Every record below is to be retyped exactly, with any pictures left out.

▸ Data for this exercise
◇ ◇ ◇

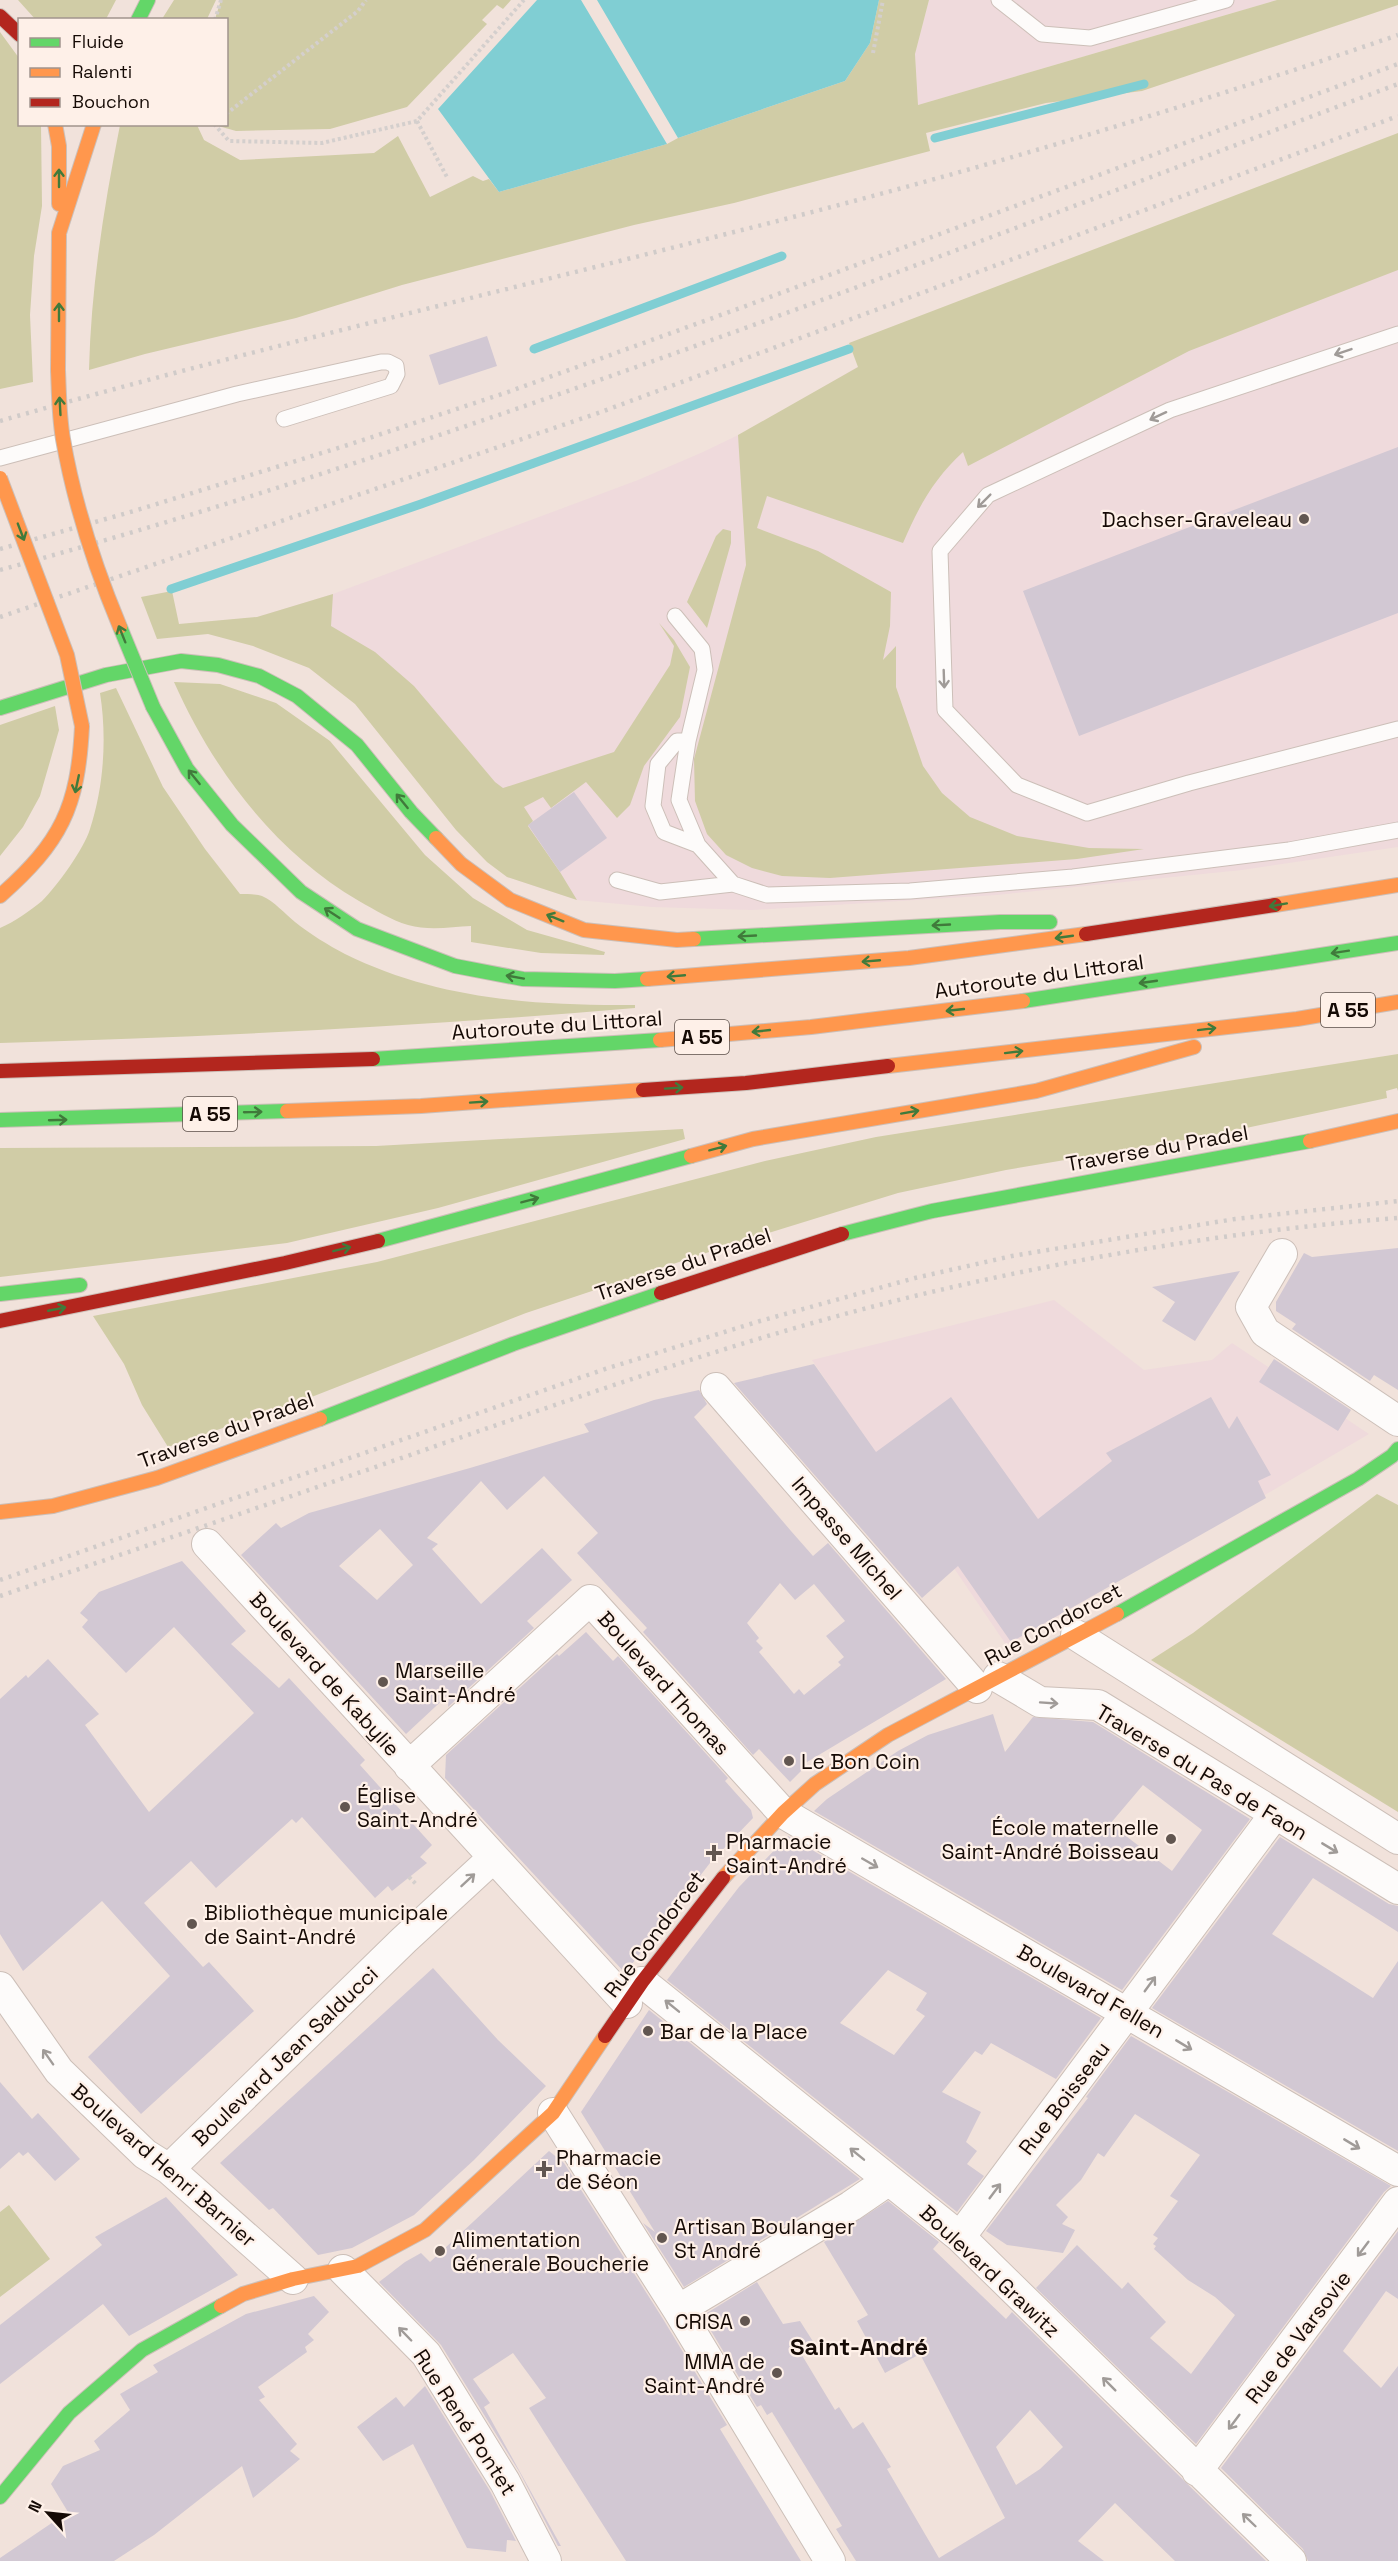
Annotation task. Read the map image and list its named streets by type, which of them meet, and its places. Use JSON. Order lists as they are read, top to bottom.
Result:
{
  "streets": {
    "main road": [
      "Autoroute du Littoral",
      "A 55",
      "Traverse du Pradel",
      "Rue Condorcet"
    ],
    "street": [
      "Impasse Michel",
      "Boulevard de Kabylie",
      "Boulevard Thomas",
      "Traverse du Pas de Faon",
      "Boulevard Fellen",
      "Boulevard Jean Salducci",
      "Rue Boisseau",
      "Boulevard Henri Barnier",
      "Boulevard Grawitz",
      "Rue de Varsovie",
      "Rue René Pontet"
    ]
  },
  "crossings": [
    ["Impasse Michel", "Rue Condorcet"],
    ["Impasse Michel", "Traverse du Pas de Faon"],
    ["Rue Condorcet", "Boulevard Thomas"],
    ["Rue Condorcet", "Traverse du Pas de Faon"],
    ["Rue Condorcet", "Boulevard Fellen"],
    ["Rue Condorcet", "Boulevard Henri Barnier"],
    ["Rue Condorcet", "Boulevard Grawitz"],
    ["Rue Condorcet", "Rue René Pontet"],
    ["Boulevard de Kabylie", "Boulevard Thomas"],
    ["Boulevard de Kabylie", "Boulevard Jean Salducci"],
    ["Boulevard Thomas", "Boulevard Fellen"],
    ["Traverse du Pas de Faon", "Rue Boisseau"],
    ["Boulevard Fellen", "Rue Boisseau"],
    ["Boulevard Jean Salducci", "Boulevard Henri Barnier"],
    ["Rue Boisseau", "Boulevard Grawitz"],
    ["Boulevard Grawitz", "Rue de Varsovie"]
  ],
  "one_way": [
    "Boulevard Fellen",
    "Boulevard Jean Salducci",
    "Rue Boisseau",
    "Boulevard Henri Barnier",
    "Rue de Varsovie"
  ],
  "districts": ["Saint-André"],
  "places": {
    "other": [
      "Dachser-Graveleau",
      "Marseille Saint-André",
      "Le Bon Coin",
      "Église Saint-André",
      "École maternelle Saint-André Boisseau",
      "Bibliothèque municipale de Saint-André",
      "Bar de la Place",
      "Artisan Boulanger St André",
      "Alimentation Génerale Boucherie",
      "CRISA",
      "MMA de Saint-André"
    ],
    "health": ["Pharmacie Saint-André", "Pharmacie de Séon"]
  },
  "legend": ["Fluide", "Ralenti", "Bouchon"],
  "north": "top left"
}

◇ ◇ ◇

▸ Solution to this problem
Annotation task. Read the map image and list its named streets by type, which of them meet, and its places. Use JSON. Order lists as they are read, top to bottom.
Result:
{
  "streets": {
    "main road": [
      "Autoroute du Littoral",
      "A 55",
      "Traverse du Pradel",
      "Rue Condorcet"
    ],
    "street": [
      "Impasse Michel",
      "Boulevard de Kabylie",
      "Boulevard Thomas",
      "Traverse du Pas de Faon",
      "Boulevard Fellen",
      "Boulevard Jean Salducci",
      "Rue Boisseau",
      "Boulevard Henri Barnier",
      "Boulevard Grawitz",
      "Rue de Varsovie",
      "Rue René Pontet"
    ]
  },
  "crossings": [
    ["Impasse Michel", "Rue Condorcet"],
    ["Impasse Michel", "Traverse du Pas de Faon"],
    ["Rue Condorcet", "Boulevard Thomas"],
    ["Rue Condorcet", "Traverse du Pas de Faon"],
    ["Rue Condorcet", "Boulevard Fellen"],
    ["Rue Condorcet", "Boulevard Henri Barnier"],
    ["Rue Condorcet", "Boulevard Grawitz"],
    ["Rue Condorcet", "Rue René Pontet"],
    ["Boulevard de Kabylie", "Boulevard Thomas"],
    ["Boulevard de Kabylie", "Boulevard Jean Salducci"],
    ["Boulevard Thomas", "Boulevard Fellen"],
    ["Traverse du Pas de Faon", "Rue Boisseau"],
    ["Boulevard Fellen", "Rue Boisseau"],
    ["Boulevard Jean Salducci", "Boulevard Henri Barnier"],
    ["Rue Boisseau", "Boulevard Grawitz"],
    ["Boulevard Grawitz", "Rue de Varsovie"]
  ],
  "one_way": [
    "Boulevard Fellen",
    "Boulevard Jean Salducci",
    "Rue Boisseau",
    "Boulevard Henri Barnier",
    "Rue de Varsovie"
  ],
  "districts": ["Saint-André"],
  "places": {
    "other": [
      "Dachser-Graveleau",
      "Marseille Saint-André",
      "Le Bon Coin",
      "Église Saint-André",
      "École maternelle Saint-André Boisseau",
      "Bibliothèque municipale de Saint-André",
      "Bar de la Place",
      "Artisan Boulanger St André",
      "Alimentation Génerale Boucherie",
      "CRISA",
      "MMA de Saint-André"
    ],
    "health": ["Pharmacie Saint-André", "Pharmacie de Séon"]
  },
  "legend": ["Fluide", "Ralenti", "Bouchon"],
  "north": "top left"
}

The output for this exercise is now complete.